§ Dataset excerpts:
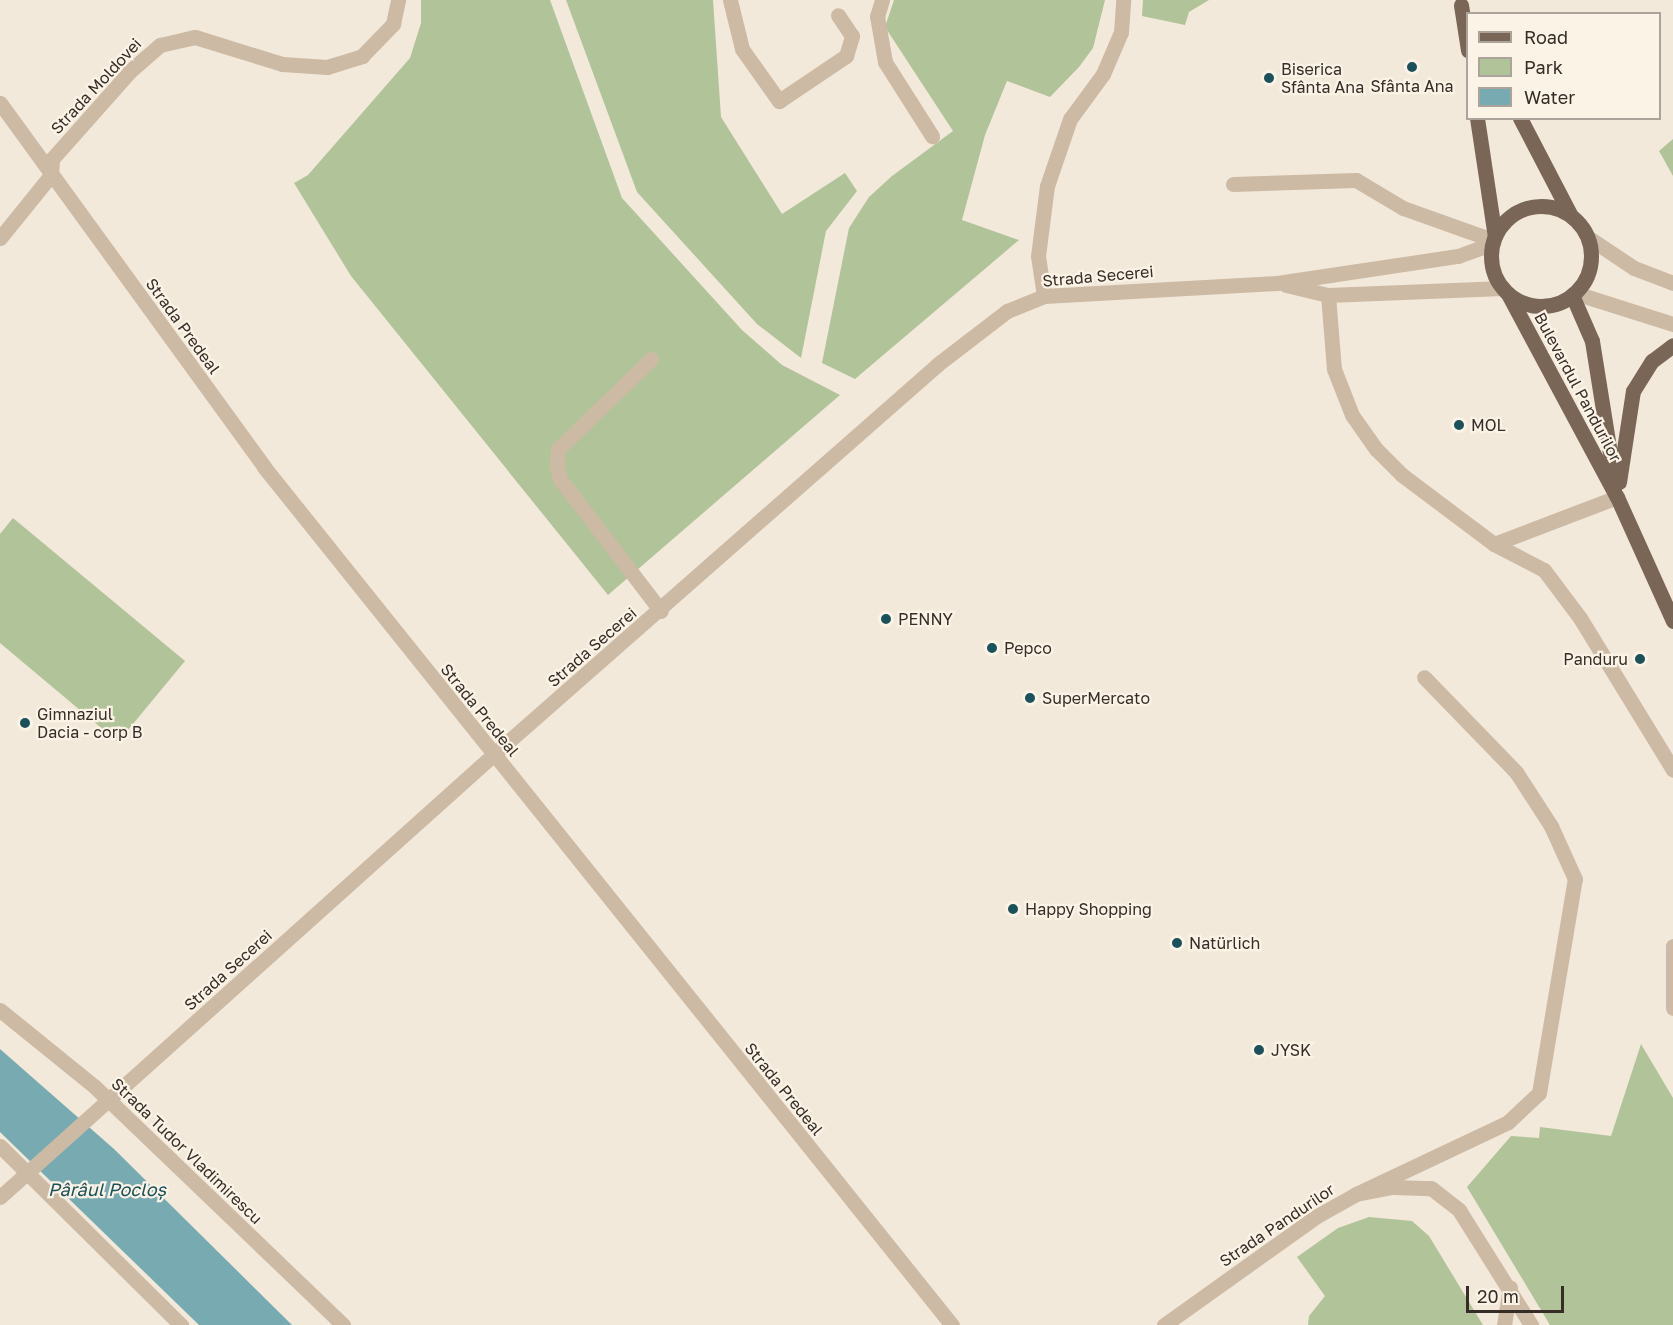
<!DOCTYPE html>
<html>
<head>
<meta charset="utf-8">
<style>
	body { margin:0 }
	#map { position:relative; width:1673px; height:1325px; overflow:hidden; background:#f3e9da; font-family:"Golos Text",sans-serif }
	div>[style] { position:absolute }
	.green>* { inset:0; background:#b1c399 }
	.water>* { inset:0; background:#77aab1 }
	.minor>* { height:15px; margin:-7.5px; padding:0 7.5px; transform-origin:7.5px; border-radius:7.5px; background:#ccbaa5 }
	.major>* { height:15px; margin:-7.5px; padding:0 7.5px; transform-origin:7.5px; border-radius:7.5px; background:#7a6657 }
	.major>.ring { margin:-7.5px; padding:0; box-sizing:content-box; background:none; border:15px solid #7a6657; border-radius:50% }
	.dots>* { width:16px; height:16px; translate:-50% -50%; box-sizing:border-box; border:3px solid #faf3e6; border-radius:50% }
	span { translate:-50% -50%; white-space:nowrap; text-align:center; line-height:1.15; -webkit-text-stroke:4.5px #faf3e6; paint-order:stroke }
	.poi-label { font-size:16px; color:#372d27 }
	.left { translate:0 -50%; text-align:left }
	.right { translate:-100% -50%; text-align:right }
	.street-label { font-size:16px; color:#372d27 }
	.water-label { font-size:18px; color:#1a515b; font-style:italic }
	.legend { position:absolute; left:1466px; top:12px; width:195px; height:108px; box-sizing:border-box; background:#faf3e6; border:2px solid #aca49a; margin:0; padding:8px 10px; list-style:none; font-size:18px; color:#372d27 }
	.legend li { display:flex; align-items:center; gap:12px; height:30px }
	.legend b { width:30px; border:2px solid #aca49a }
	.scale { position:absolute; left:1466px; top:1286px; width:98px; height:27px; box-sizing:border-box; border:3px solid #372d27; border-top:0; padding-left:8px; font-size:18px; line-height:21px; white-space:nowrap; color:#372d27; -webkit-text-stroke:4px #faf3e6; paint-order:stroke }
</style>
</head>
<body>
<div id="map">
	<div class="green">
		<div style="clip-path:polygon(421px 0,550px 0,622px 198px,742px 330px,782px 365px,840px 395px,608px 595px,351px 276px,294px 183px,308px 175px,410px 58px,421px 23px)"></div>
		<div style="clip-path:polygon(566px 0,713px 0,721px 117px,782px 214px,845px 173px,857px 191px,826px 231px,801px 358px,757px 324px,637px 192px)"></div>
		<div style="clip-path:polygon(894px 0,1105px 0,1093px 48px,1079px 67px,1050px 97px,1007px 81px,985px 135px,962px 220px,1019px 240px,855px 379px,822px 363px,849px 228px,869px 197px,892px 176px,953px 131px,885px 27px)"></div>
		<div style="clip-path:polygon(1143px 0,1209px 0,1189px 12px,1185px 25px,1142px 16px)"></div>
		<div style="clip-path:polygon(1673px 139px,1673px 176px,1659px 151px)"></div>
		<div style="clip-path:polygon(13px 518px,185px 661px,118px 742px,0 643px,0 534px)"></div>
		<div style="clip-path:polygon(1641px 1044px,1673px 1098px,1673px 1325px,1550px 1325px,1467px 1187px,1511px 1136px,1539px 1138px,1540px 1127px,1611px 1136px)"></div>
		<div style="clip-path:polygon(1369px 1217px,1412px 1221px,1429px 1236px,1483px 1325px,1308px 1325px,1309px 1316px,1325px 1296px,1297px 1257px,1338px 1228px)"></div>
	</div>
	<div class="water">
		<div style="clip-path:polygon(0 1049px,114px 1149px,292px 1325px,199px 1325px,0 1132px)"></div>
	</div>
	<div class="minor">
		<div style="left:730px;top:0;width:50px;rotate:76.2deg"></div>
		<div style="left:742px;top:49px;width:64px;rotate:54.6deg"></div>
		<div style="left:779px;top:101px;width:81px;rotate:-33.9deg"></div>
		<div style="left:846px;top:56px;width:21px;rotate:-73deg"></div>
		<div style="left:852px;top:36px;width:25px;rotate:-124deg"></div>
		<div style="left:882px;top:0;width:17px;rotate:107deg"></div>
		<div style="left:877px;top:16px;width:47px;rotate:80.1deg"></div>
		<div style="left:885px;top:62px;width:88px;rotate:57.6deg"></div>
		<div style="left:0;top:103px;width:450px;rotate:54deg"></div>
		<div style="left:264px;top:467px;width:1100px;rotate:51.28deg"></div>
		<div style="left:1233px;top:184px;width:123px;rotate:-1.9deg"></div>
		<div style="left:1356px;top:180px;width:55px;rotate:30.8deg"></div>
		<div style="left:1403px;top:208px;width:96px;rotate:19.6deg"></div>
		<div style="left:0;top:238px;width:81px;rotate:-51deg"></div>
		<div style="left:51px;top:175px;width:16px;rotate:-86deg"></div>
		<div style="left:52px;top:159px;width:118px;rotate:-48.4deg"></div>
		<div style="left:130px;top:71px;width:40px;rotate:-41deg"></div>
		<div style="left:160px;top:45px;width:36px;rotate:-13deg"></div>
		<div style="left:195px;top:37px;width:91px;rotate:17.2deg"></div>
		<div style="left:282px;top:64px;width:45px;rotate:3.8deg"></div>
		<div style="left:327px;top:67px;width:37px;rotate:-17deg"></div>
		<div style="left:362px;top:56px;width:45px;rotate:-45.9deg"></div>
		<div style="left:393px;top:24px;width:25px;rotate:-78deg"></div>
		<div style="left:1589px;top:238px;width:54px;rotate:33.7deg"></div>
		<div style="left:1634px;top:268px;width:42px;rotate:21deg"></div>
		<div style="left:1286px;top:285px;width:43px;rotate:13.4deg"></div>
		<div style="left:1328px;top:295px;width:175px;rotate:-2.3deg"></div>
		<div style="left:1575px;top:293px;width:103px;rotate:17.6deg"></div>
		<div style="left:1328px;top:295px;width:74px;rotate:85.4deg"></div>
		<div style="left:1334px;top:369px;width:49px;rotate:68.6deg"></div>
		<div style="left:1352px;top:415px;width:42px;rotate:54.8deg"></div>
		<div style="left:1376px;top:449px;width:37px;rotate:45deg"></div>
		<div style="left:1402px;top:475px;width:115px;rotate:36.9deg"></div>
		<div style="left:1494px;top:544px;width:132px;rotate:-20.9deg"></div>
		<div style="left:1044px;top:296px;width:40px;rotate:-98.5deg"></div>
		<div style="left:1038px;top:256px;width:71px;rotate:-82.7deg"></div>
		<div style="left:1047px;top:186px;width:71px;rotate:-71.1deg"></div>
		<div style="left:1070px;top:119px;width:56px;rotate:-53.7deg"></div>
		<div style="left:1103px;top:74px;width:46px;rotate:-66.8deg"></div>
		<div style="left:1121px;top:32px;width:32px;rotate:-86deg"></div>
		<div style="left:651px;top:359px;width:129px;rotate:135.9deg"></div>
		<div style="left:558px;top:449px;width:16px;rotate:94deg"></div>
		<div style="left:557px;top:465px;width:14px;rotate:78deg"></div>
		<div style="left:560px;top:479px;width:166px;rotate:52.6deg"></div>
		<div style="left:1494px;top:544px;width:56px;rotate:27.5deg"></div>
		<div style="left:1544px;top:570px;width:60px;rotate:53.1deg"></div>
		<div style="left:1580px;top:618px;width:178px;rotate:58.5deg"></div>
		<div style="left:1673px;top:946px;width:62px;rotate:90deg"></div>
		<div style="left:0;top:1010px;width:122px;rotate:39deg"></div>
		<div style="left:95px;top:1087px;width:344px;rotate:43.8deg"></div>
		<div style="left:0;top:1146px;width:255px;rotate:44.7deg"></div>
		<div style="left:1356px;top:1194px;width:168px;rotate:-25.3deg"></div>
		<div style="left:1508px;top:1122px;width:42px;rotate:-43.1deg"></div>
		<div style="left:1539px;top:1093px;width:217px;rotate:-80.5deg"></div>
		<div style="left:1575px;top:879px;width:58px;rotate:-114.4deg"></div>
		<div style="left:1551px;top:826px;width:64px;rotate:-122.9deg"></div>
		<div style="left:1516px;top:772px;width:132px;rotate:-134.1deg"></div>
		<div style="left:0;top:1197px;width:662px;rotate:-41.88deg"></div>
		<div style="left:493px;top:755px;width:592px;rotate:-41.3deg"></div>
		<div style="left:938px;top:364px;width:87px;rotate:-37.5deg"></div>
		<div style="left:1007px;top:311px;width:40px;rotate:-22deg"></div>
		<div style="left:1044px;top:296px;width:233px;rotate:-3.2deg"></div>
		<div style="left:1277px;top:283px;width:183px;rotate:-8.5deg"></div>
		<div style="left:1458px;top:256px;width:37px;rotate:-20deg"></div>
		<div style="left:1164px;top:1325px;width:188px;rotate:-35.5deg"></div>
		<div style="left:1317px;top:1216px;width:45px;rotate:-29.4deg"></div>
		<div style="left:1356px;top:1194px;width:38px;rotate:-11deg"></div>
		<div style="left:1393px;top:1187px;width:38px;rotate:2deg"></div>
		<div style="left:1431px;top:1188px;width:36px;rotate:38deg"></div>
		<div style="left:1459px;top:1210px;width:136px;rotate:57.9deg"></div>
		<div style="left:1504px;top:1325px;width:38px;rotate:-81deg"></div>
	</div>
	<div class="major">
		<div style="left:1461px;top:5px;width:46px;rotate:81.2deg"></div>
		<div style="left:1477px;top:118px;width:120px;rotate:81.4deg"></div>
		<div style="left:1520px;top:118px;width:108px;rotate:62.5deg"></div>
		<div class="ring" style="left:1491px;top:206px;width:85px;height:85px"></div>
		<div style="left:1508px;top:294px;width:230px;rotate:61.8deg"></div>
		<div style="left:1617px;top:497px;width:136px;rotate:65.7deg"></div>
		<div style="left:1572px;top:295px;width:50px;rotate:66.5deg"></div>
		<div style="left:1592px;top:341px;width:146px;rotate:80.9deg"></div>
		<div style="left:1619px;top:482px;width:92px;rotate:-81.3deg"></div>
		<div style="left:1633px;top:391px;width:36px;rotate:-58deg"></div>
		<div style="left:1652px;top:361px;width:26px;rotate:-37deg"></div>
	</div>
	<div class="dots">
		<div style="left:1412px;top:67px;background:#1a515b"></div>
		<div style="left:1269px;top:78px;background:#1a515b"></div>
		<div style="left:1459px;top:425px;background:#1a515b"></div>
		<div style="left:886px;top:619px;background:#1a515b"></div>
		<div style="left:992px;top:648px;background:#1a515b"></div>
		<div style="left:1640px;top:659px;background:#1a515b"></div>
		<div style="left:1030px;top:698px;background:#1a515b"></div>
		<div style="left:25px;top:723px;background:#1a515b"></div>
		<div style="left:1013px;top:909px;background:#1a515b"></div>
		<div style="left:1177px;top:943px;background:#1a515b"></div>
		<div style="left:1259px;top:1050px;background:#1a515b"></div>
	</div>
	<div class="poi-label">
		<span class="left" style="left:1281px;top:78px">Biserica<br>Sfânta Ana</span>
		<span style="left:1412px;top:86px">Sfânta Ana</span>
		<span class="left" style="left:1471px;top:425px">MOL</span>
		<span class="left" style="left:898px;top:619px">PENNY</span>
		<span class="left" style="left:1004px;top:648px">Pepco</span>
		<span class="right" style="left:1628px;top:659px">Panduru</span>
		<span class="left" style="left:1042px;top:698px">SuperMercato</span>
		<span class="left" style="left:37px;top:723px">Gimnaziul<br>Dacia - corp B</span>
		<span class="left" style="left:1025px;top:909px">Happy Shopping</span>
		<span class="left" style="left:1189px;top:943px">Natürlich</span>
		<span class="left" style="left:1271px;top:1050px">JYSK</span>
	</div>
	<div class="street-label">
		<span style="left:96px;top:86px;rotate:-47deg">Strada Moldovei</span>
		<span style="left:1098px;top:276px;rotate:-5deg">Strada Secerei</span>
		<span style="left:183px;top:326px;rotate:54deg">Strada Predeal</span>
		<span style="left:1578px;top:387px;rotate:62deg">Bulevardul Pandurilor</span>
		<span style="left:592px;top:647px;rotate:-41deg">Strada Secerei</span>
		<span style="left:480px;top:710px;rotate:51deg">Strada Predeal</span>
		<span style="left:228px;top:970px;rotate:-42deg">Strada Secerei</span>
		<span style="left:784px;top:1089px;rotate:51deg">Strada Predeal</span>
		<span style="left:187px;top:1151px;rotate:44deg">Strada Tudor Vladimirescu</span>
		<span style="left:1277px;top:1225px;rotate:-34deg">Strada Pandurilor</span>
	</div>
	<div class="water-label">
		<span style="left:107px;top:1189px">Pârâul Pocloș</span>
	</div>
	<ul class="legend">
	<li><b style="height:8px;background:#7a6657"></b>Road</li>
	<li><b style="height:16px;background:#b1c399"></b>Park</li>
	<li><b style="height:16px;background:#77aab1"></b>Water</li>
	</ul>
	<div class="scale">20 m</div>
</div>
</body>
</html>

§ WHAT NEEDS TO BE DONE: Your answer should be the lines from the first record down to the line containing "width:16px; height:16px; translate:-50%", restated exactly, with no pictures.

§ RESULT OF THE TASK:
<!DOCTYPE html>
<html>
<head>
<meta charset="utf-8">
<style>
	body { margin:0 }
	#map { position:relative; width:1673px; height:1325px; overflow:hidden; background:#f3e9da; font-family:"Golos Text",sans-serif }
	div>[style] { position:absolute }
	.green>* { inset:0; background:#b1c399 }
	.water>* { inset:0; background:#77aab1 }
	.minor>* { height:15px; margin:-7.5px; padding:0 7.5px; transform-origin:7.5px; border-radius:7.5px; background:#ccbaa5 }
	.major>* { height:15px; margin:-7.5px; padding:0 7.5px; transform-origin:7.5px; border-radius:7.5px; background:#7a6657 }
	.major>.ring { margin:-7.5px; padding:0; box-sizing:content-box; background:none; border:15px solid #7a6657; border-radius:50% }
	.dots>* { width:16px; height:16px; translate:-50% -50%; box-sizing:border-box; border:3px solid #faf3e6; border-radius:50% }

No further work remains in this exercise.